A crucial attribute that an advisor should work on, is understanding human psychology. The plain fact that what you are dealing with is a human being, explains the psychological significance. Humans base their decision making process largely on emotions, and you need to handle the investors' emotions with care. A major investing decision owing to emotions is “not to invest”. This decision can be based on a number of factors, and the investor's fear is a prominent factor, among others. Not investing will sabotage the investor's future, and it isn't good news for the advisor's business either. An advisor would have encountered many investors over his career who do not invest because they are too afraid of investing. And no matter how much gyaan on investing you give to them, or how good a salesman you are, things just don't work. He's adamant, “I am too scared, I don't want to invest”. So, how do we go about tackling such an investor? The solution to this dilemma is not an excellent sales pitch, but understanding the investor's psychology and helping him overcome the fear before advising him to invest.

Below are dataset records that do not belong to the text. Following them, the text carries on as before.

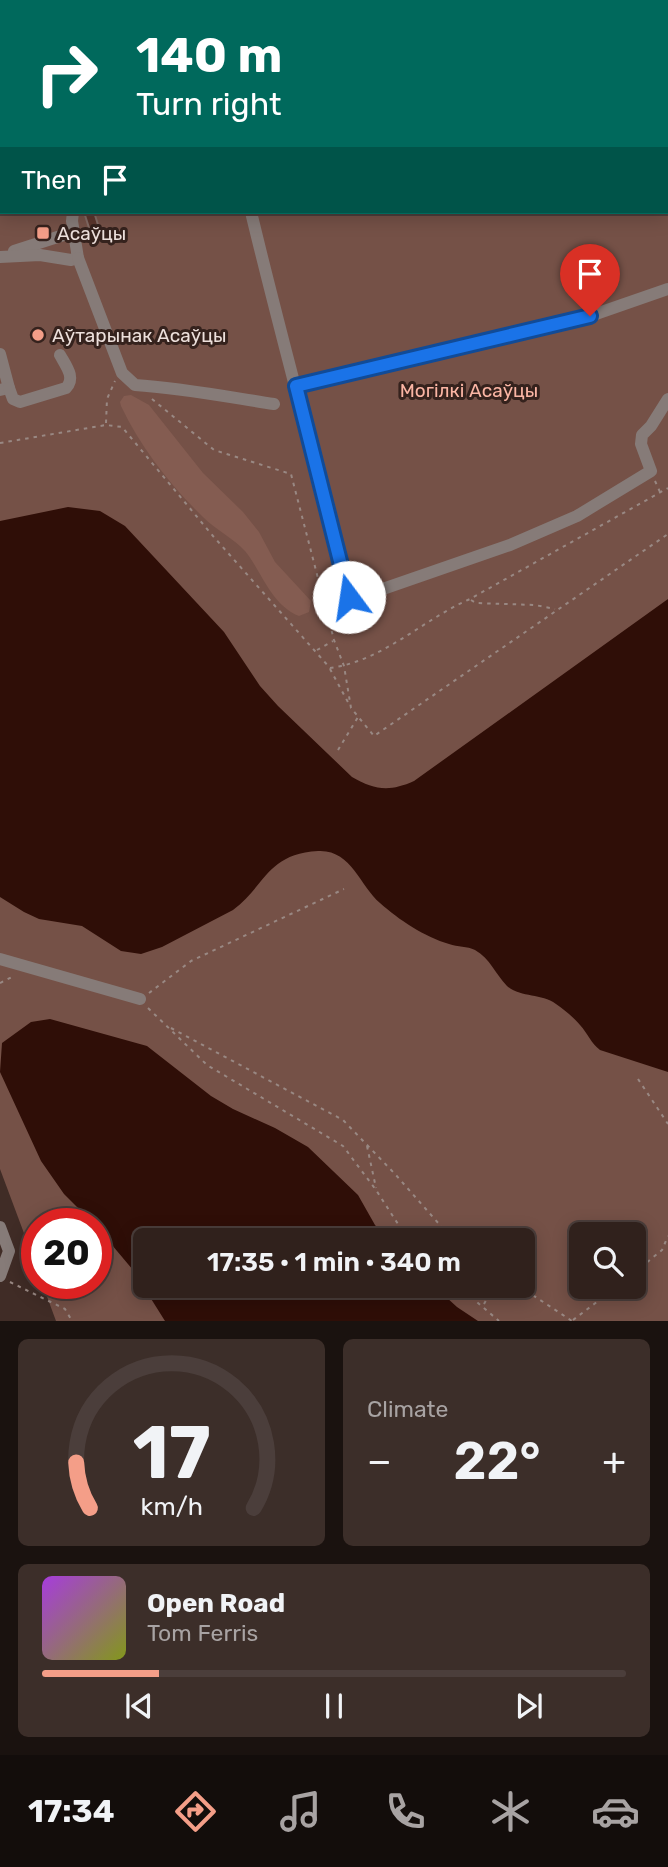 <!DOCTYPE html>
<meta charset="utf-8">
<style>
body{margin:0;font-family:Rubik,sans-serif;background:#3c2e29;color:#f1f3f6;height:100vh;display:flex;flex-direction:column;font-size:26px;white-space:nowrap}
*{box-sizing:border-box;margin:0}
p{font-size:23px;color:#a8a3a3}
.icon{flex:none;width:38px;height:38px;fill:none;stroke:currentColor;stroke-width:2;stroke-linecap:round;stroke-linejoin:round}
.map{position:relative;height:1321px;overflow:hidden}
.details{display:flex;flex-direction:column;gap:18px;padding:18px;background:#1a120f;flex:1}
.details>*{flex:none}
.hud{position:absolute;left:0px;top:0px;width:668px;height:214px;box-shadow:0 4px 18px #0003,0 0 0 2px #4b3e3b;background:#00695c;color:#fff;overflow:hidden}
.fabs{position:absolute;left:569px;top:1222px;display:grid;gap:14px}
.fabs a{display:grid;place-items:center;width:77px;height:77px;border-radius:10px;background:#30211c;box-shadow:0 4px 18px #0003,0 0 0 2px #4b3e3b;font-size:35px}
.speed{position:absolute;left:21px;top:1208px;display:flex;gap:14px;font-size:35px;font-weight:700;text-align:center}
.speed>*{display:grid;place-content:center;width:91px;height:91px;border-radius:50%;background:#30211c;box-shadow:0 4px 18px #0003,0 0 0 2px #4b3e3b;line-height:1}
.speed .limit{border:10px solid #d22;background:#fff;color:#111}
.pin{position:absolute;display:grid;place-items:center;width:60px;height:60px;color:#fff;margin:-72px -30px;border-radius:50% 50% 50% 0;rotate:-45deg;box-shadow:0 0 7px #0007}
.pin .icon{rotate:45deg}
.me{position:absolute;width:77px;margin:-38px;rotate:346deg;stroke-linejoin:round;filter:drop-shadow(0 0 5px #0008)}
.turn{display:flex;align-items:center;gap:24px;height:147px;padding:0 21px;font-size:32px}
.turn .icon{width:91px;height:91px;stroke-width:2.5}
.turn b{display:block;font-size:49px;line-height:60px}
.then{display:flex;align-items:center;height:66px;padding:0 21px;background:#0003;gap:14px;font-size:26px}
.big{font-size:52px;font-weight:600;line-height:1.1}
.details .card{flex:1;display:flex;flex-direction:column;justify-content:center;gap:10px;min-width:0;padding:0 24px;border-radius:10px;background:#3c2e29}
.details .dial{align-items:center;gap:0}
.dial svg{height:182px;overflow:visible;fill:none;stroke:#4b3e3b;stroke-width:7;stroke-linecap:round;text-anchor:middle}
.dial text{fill:#f1f3f6;stroke:none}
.song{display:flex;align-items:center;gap:21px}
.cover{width:84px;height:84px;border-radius:10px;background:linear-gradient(135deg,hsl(280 70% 55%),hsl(70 70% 35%))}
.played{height:7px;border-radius:4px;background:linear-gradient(90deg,#f49e88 20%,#4b3e3b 20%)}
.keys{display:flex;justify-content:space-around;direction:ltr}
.heat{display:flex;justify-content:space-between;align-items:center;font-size:38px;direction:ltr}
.details .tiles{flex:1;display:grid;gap:18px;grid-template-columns:1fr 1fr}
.card:last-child{grid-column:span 2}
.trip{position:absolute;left:133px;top:1228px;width:402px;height:70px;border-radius:10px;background:#30211c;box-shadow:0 4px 18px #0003,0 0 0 2px #4b3e3b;font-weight:600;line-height:70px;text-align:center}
.dock{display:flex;height:112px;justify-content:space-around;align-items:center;background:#130d0b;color:#a8a3a3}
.dock .icon{width:49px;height:49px}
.dock .current{color:#f49e88}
.dock b{font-size:32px;color:#f1f3f6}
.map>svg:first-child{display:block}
.green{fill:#755147;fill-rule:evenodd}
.forest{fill:#845c51}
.water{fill:#2f0e07}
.building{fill:#5b362d;stroke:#836b65;stroke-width:2}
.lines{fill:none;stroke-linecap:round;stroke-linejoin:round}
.path{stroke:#998883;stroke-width:2;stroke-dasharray:3.5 5;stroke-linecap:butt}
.minor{stroke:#867b78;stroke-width:12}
.route-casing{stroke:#114b97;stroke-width:18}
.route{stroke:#1a73e8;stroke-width:12}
.poi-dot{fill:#f49e88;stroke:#35221d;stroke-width:2.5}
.labels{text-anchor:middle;stroke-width:6;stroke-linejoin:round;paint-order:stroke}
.poi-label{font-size:19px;fill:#ede0dc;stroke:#35221d;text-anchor:start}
.park-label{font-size:19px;fill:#fbb5a4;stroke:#35221d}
</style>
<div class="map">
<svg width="668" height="1321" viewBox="0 0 668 1321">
<rect width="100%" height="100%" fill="#402c26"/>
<path class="green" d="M0 0H668V1321H56L42 1283H96V1223H37V1268L0 1169ZM2 2H667V212H2ZM581 1234H634V1286H581ZM145 1241H523V1286H145Z"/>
<path class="forest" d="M131 395 149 405 203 473 243 512 259 532 275 562 311 601 309 612 299 616C271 605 262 572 245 551 233 538 216 530 203 517 170 485 141 448 121 406L120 402 124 396Z"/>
<g class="water">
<path d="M68 507 100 511 125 526 224 632 260 686 278 706 352 777C374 790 390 792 414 781L668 599V1072L600 1050C591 1043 588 1034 580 1025 574 1018 565 1010 556 1004 541 993 521 998 507 986 496 975 490 958 475 950 467 946 458 947 449 944 425 937 399 920 380 903 360 886 351 849 318 851 267 854 266 885 233 910L162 947 141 954 121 951 82 926 39 919 24 912 0 897V521Z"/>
<path d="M50 1019 147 1046 211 1096 233 1109 275 1128 308 1147 358 1195 375 1225 389 1241H145V1286H434L457 1307 478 1321H165L133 1270 96 1226V1223H93L64 1194 41 1161 0 1072 2 1043 31 1022Z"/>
</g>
<path class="building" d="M84 212H94L99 228 90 231Z"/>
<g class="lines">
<g class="path">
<path d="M152 399 214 450 291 474 334 640 344 666 351 708 374 736 668 534"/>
<path d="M106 423 107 399 115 381"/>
<path d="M0 443 106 425 122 427 213 536 330 668C383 661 422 620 470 599L668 488"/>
<path d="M655 481 660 492"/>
<path d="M471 600 476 603 535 605 555 609"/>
<path d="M317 650 333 641"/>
<path d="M330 669 349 704"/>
<path d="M338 750 358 717"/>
<path d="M0 983 14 976"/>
<path d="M149 993 191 961 344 889"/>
<path d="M148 1008 207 1065 343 1146 376 1190 409 1241"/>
<path d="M171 1028 343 1120 395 1174 454 1241"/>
<path d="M638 1079 668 1124"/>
<path d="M367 1146 376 1188"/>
<path d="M634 1273 662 1250 668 1236"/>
<path d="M10 1282 65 1309 72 1321"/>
<path d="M458 1286 499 1321"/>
<path d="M519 1286 572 1321"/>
<path d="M484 1304 494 1286"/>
<path d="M573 1320 618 1286"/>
</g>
<g class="minor">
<path d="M15 0 16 2"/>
<path d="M75 0 76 2"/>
<path d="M135 0V2"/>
<path d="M177 0V2"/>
<path d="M257 0V2"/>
<path d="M371 2 384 0"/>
<path d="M0 10H2"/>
<path d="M667 31H668"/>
<path d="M0 121H2"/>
<path d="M251 212C282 341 317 468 350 597L354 599 510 545 577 516 651 471 641 444 642 435 651 426 668 399"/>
<path d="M14 251 73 232"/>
<path d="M0 257 40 255 71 260 78 258 72 221 73 212"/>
<path d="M78 258 122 373 135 385C182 388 228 397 274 404"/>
<path d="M0 354 9 388 0 390"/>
<path d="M296 386 590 316 668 289"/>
<path d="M9 388 13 399 20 402 66 388C76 378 66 366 60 355"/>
<path d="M0 959 140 999"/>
<path d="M0 1227 9 1251 0 1276"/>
</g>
</g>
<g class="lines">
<g class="route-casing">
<path id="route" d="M349 597 296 386 590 316"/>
</g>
<use href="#route" class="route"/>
</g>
<g class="poi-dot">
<rect x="36" y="226" width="14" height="14" rx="3.5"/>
<circle cx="38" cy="335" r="7"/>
</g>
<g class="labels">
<g class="poi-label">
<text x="57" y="240">Асаўцы</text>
<text x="52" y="342">Аўтарынак Асаўцы</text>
</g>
<g class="park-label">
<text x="469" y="397">Могілкі Асаўцы</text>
</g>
</g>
</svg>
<div class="fabs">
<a><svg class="icon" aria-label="search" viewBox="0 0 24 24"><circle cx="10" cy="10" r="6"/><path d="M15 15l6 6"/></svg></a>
</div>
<div class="speed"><div class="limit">20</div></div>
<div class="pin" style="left:590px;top:316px;background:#d93025"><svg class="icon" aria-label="arrive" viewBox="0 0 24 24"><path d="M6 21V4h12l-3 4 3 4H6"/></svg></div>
<svg class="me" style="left:349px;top:597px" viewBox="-20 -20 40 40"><circle r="19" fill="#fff"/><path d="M0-13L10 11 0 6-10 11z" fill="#1a73e8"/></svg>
<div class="trip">17:35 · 1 min · 340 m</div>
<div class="hud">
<div class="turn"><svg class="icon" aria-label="right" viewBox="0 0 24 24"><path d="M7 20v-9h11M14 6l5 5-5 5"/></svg><div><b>140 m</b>Turn right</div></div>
<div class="then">Then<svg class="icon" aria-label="arrive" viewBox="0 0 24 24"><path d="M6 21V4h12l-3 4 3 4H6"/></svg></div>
</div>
</div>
<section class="details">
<div class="tiles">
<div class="card dial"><svg viewBox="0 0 100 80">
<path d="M14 69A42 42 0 1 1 86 69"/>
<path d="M14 69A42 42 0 0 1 8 49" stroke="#f49e88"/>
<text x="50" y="56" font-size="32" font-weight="700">17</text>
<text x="50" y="72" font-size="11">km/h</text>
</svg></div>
<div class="card"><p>Climate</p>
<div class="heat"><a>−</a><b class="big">22°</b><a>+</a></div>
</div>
<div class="card">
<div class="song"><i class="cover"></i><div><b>Open Road</b><p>Tom Ferris</p></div></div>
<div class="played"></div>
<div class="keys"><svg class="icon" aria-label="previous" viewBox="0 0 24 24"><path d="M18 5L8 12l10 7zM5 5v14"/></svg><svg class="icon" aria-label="pause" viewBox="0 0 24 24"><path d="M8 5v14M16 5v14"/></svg><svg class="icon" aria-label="next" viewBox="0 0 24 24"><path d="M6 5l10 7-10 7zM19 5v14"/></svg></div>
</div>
</div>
</section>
<nav class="dock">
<b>17:34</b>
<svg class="icon current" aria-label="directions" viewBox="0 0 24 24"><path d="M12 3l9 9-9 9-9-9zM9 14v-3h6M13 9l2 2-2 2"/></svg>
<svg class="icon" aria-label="music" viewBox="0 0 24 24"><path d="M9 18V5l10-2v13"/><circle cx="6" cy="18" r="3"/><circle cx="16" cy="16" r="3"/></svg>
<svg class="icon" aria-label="phone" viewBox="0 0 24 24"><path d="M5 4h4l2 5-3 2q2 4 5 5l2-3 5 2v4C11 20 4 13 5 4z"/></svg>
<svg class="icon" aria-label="climate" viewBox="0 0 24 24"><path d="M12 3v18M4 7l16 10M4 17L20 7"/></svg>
<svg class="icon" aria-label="car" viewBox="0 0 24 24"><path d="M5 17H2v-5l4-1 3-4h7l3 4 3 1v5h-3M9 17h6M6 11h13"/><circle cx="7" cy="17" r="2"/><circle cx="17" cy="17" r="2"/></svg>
</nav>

The fears which haunt investors and keep them from investing are:
1. Fear of losing money: There are many investors who do not invest because they fear, they will lose money. And the fear of losing money is greater than the jitters one can get from watching the scariest movie ever. When the markets are high, these investors wonder what if the markets correct after they invest; if the markets are in the correction phase, then often a negative sentiment in the market don't let them invest. Such skepticism is often a result of bitter past experiences, warnings from friends and family, a timid nature of the investor, etc. So whats needed at your end is understanding the psychology, the root cause of the investor's fear and then provide a solution. You need to explain to the investor that if he does not invest, he will have to compromise on his life goals. And all investing products are not necessarily risky, so no point being scared of investing.
2. Complexity of the product: Sometimes the investor doesn't understand the product and thus stay away from it. Many investors do not invest in equities for instance, because they just do not understand its functioning. Lack of clarity has instilled suspicion and uncertainty among them, and this perception when extended over a number of years puts a highly resilient barrier to Equity's entry. So, in order to break the barrier, the advisor has to tame the investor's uncertainty by untangling the knots.
3. Wrong definition of enough money: “I do not have enough money to invest”, “I will not be able to continue investing”, “I will not win a war with such a small amount”; fear of inadequacy hinders many people from investing. What they need to understand is, there is no concept of “enough money” in investing, saving and investing is on the basis of a percentage of your income, no matter how small or big it is. The solution to such fear is “starting small”. A small SIP of Rs 500 or Rs 1,000 can be a good investing kick off for such an investor, and as income increases the SIP amount can also be increased.
4. Emergencies: Many times the thought of a cash crunch during emergencies won't let the investor invest. People keep a buffer for unexpected future needs, they feel if they invest the surplus, they won't have anything left to feed the emergencies. If the advisor is able to gauge this fear of the investor, it has a very simple solution, an insurance cover against insurable risks and an emergency fund with high liquidity to meet other contingencies. Once the investor is done with providing for emergencies, there will be room for investing.
The above are some of the most common investing fears, which can only be dealt with once you are able to relate with the investor's mindset. You have to understand his psychology, help him conquer his fears and then advise him to invest.